▶ **INFORMATION SHOWN**:
=== Begin Enclosure ===

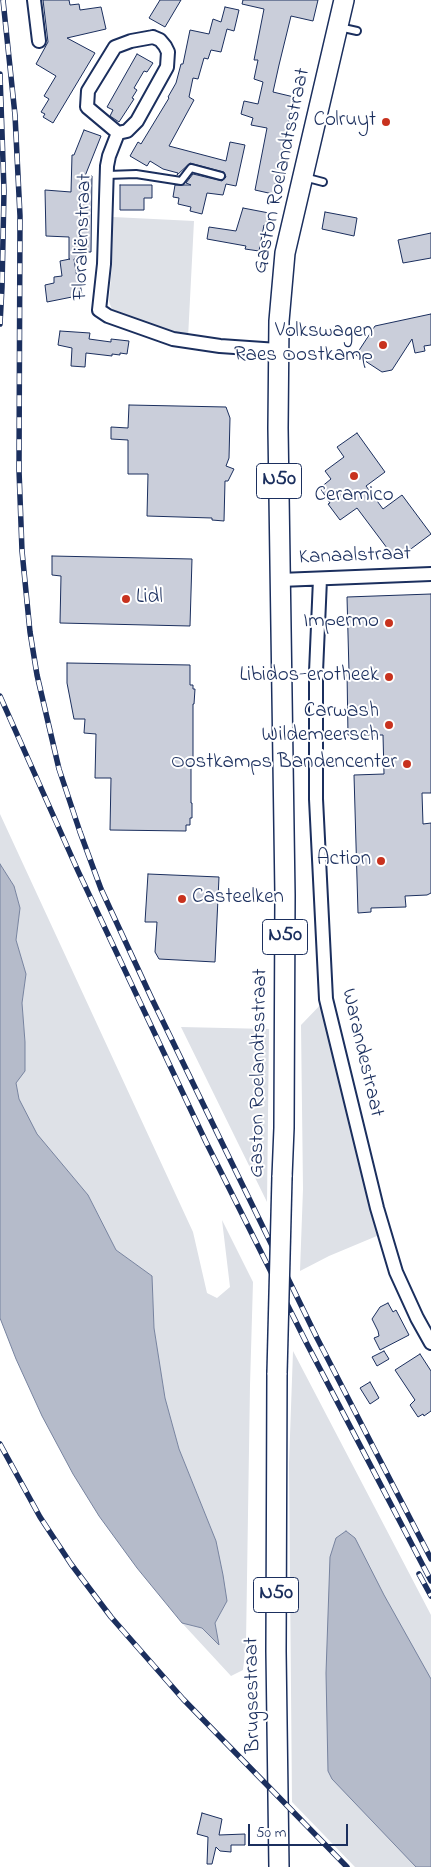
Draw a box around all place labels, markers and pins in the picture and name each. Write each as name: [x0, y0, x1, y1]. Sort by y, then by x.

=== End Enclosure ===
=== Begin Enclosure ===

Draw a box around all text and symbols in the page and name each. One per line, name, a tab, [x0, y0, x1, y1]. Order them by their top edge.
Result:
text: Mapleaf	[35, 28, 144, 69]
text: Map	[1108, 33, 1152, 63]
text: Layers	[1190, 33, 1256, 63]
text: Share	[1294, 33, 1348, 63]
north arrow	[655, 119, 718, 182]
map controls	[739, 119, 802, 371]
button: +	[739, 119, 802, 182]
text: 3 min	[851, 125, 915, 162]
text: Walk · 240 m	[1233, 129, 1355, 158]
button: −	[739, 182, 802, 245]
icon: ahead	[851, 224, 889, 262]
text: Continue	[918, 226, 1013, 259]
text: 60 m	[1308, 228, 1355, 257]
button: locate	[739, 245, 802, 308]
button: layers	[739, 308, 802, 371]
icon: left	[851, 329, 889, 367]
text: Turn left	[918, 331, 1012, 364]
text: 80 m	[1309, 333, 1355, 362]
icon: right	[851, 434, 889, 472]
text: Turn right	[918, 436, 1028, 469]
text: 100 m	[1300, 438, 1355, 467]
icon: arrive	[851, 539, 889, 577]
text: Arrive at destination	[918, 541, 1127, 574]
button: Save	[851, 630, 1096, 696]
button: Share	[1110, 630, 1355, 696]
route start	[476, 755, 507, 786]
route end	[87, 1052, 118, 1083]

=== End Enclosure ===

▶ **TASK DESCRIPTION**: The expected answer is a copy of each line in the records that holds the word "name".

▶ **SOLUTION TO THE EXERCISE**:
Draw a box around all place labels, markers and pins in the picture and name each. Write each as name: [x0, y0, x1, y1]. Sort by y, then by x.
Draw a box around all text and symbols in the page and name each. One per line, name, a tab, [x0, y0, x1, y1]. Order them by their top edge.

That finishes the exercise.